Action item: Once you find the line containing "M355,1070L361,1080L343,1091L337,1080Z" in the data below, copy it and each following line exactly, up to and including the line containing "M0,208L15,200", and nothing else.
----- Given data -----
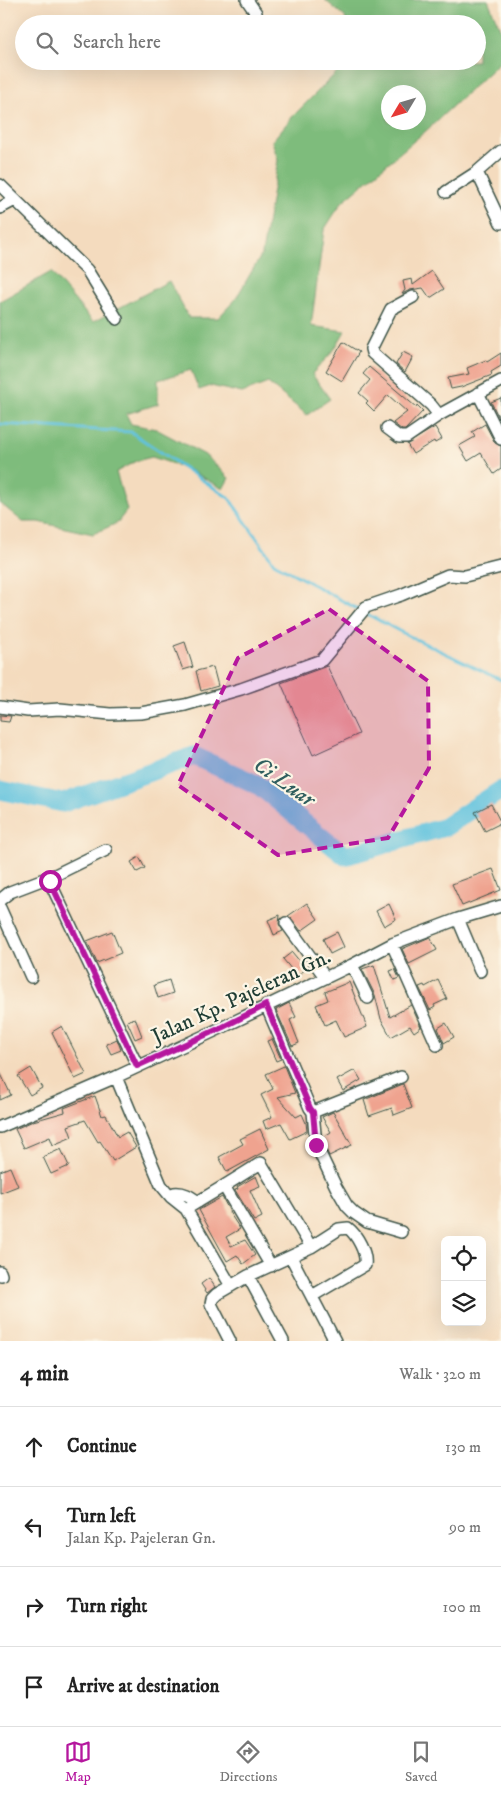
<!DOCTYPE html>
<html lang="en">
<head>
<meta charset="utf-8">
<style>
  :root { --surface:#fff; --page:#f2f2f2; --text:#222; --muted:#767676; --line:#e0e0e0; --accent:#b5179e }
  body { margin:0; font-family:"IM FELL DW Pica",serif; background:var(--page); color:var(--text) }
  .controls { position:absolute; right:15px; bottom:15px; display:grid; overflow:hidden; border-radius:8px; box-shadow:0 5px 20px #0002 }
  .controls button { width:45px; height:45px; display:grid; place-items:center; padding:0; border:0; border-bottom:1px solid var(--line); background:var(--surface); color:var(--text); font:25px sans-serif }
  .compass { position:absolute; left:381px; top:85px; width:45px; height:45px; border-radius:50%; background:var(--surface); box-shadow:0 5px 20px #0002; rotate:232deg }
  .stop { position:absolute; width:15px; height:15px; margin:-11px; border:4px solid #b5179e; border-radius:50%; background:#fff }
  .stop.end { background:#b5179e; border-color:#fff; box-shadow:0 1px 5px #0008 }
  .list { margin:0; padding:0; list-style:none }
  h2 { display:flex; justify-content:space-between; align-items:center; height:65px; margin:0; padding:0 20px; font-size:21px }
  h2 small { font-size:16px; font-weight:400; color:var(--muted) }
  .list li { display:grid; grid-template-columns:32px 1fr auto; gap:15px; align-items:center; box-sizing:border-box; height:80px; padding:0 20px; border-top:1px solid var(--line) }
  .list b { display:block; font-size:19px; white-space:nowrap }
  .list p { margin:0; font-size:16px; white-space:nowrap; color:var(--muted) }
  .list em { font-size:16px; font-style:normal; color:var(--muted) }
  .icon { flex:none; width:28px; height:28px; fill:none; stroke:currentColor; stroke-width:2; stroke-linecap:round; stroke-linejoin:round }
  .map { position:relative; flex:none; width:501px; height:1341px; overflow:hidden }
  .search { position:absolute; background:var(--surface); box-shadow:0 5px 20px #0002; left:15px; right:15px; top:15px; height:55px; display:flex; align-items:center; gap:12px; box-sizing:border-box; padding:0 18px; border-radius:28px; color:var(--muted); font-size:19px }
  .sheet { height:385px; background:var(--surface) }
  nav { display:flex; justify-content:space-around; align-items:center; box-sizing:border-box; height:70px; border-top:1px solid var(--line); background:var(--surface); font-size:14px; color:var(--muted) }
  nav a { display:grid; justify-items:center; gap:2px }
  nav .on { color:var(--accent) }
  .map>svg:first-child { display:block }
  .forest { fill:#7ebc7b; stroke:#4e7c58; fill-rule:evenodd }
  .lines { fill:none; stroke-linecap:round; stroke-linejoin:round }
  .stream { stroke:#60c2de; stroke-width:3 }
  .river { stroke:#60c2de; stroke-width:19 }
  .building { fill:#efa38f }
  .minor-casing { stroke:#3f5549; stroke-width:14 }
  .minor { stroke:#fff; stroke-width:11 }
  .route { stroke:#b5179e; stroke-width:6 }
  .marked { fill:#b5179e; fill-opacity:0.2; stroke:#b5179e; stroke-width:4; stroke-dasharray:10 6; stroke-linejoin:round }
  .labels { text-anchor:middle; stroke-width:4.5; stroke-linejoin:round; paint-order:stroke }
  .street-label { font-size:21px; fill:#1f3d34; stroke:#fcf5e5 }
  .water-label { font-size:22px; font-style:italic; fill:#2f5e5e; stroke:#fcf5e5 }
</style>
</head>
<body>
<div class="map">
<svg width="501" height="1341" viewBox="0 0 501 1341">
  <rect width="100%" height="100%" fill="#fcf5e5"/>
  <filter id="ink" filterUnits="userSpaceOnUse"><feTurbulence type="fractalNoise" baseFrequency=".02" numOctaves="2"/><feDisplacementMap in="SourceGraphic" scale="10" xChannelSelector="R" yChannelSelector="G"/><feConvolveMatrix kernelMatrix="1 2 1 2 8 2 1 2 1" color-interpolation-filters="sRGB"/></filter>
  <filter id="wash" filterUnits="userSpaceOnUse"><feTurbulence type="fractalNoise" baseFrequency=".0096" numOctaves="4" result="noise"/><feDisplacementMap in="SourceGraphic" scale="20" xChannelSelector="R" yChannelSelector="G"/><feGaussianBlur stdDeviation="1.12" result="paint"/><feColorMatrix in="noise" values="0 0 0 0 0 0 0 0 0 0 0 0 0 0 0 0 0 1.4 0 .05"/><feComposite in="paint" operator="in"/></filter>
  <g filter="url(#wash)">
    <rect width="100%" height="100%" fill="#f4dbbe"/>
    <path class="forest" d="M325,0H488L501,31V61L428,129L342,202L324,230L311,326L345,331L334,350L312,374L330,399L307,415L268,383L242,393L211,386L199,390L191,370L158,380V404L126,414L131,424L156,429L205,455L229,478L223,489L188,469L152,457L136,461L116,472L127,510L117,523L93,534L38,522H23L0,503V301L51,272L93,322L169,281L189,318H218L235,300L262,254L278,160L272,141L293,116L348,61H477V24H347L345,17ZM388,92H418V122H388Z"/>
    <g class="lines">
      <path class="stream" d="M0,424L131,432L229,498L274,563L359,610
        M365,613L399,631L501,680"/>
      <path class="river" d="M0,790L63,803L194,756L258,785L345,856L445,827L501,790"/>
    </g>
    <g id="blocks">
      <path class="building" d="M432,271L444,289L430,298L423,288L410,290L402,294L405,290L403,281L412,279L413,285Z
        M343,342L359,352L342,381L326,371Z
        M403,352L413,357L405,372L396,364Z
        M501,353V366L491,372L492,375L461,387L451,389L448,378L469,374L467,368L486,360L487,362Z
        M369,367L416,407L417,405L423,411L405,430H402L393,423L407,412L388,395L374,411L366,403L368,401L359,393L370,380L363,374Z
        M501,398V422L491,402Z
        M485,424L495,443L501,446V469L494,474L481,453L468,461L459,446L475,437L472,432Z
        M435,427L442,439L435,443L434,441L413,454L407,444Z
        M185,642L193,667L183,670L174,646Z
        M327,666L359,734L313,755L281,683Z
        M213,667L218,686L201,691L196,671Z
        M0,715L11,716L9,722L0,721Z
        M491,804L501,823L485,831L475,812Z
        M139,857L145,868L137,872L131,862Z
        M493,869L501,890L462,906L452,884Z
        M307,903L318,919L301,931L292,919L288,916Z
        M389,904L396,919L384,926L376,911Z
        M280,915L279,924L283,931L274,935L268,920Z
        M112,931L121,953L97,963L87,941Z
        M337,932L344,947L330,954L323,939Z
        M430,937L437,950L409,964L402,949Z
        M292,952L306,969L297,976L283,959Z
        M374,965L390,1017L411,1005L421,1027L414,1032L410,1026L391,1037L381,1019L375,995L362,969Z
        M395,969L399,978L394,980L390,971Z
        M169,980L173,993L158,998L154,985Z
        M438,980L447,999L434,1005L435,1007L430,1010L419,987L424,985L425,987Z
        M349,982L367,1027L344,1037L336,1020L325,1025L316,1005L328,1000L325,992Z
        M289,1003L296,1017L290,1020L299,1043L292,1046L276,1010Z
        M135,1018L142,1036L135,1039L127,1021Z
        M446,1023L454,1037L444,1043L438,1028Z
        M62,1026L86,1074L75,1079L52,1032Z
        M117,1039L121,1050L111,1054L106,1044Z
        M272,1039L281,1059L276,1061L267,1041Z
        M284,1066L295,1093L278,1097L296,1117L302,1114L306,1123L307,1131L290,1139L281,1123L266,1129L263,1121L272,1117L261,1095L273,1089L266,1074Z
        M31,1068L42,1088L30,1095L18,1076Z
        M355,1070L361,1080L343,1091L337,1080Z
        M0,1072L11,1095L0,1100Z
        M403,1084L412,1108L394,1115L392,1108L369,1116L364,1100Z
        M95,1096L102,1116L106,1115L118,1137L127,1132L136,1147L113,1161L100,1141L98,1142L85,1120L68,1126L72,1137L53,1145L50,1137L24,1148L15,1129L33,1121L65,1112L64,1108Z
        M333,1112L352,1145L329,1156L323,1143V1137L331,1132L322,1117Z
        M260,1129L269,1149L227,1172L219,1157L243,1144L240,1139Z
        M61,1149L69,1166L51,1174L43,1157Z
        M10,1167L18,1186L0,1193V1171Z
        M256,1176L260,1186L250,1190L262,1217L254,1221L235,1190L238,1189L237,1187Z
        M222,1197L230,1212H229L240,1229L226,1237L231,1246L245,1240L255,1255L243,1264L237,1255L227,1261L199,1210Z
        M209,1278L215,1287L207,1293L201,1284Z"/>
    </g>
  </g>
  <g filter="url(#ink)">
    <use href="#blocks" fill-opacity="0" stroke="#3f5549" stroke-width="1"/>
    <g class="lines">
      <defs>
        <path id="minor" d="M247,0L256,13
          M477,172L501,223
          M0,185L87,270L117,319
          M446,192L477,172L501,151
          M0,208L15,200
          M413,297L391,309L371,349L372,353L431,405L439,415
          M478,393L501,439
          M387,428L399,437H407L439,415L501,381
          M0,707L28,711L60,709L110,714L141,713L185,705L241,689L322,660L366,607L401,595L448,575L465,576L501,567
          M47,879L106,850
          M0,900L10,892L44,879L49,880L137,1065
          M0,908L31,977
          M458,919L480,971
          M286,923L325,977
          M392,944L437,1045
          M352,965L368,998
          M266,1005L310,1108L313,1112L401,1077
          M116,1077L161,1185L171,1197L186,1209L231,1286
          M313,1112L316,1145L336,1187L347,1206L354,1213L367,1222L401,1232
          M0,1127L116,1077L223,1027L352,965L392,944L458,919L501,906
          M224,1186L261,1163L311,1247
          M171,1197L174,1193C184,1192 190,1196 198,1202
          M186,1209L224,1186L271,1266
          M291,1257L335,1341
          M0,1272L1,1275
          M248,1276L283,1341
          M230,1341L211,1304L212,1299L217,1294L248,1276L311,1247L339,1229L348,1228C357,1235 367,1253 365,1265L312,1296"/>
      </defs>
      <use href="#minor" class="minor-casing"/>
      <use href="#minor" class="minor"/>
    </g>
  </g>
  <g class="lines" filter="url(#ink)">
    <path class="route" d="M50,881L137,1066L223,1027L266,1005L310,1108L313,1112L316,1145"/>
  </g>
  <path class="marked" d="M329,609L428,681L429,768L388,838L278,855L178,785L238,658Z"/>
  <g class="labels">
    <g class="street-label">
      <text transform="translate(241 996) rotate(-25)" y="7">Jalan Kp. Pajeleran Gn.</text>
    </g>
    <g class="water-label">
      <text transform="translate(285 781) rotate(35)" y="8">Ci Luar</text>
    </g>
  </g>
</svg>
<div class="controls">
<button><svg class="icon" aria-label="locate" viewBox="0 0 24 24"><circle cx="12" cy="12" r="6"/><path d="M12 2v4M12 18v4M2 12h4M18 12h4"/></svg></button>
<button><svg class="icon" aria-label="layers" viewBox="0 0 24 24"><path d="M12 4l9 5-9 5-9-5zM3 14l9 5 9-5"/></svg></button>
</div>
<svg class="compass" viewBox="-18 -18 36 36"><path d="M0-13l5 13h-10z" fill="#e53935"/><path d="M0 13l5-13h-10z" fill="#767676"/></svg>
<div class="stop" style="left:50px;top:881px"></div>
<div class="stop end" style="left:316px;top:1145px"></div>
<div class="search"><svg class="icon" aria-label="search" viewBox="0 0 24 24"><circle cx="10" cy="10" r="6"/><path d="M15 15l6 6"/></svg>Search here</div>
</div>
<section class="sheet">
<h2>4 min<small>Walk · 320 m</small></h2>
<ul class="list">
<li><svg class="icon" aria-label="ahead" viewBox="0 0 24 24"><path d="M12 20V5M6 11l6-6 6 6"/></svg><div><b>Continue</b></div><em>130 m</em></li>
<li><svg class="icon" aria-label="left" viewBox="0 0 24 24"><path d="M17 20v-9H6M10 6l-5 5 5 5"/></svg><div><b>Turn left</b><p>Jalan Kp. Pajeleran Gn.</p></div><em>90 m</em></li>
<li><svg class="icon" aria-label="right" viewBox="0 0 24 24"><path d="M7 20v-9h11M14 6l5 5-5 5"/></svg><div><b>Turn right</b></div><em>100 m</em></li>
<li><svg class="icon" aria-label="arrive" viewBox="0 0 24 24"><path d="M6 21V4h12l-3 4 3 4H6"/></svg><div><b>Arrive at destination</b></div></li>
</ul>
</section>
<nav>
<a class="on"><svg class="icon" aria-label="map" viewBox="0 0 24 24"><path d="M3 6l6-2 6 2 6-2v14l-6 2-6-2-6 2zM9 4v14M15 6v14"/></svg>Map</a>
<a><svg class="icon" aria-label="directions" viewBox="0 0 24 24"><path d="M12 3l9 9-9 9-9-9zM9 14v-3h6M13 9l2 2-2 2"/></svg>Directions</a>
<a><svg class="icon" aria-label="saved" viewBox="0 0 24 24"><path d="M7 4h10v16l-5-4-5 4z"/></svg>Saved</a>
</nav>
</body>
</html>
-----
Response for this exercise:
        M355,1070L361,1080L343,1091L337,1080Z
        M0,1072L11,1095L0,1100Z
        M403,1084L412,1108L394,1115L392,1108L369,1116L364,1100Z
        M95,1096L102,1116L106,1115L118,1137L127,1132L136,1147L113,1161L100,1141L98,1142L85,1120L68,1126L72,1137L53,1145L50,1137L24,1148L15,1129L33,1121L65,1112L64,1108Z
        M333,1112L352,1145L329,1156L323,1143V1137L331,1132L322,1117Z
        M260,1129L269,1149L227,1172L219,1157L243,1144L240,1139Z
        M61,1149L69,1166L51,1174L43,1157Z
        M10,1167L18,1186L0,1193V1171Z
        M256,1176L260,1186L250,1190L262,1217L254,1221L235,1190L238,1189L237,1187Z
        M222,1197L230,1212H229L240,1229L226,1237L231,1246L245,1240L255,1255L243,1264L237,1255L227,1261L199,1210Z
        M209,1278L215,1287L207,1293L201,1284Z"/>
    </g>
  </g>
  <g filter="url(#ink)">
    <use href="#blocks" fill-opacity="0" stroke="#3f5549" stroke-width="1"/>
    <g class="lines">
      <defs>
        <path id="minor" d="M247,0L256,13
          M477,172L501,223
          M0,185L87,270L117,319
          M446,192L477,172L501,151
          M0,208L15,200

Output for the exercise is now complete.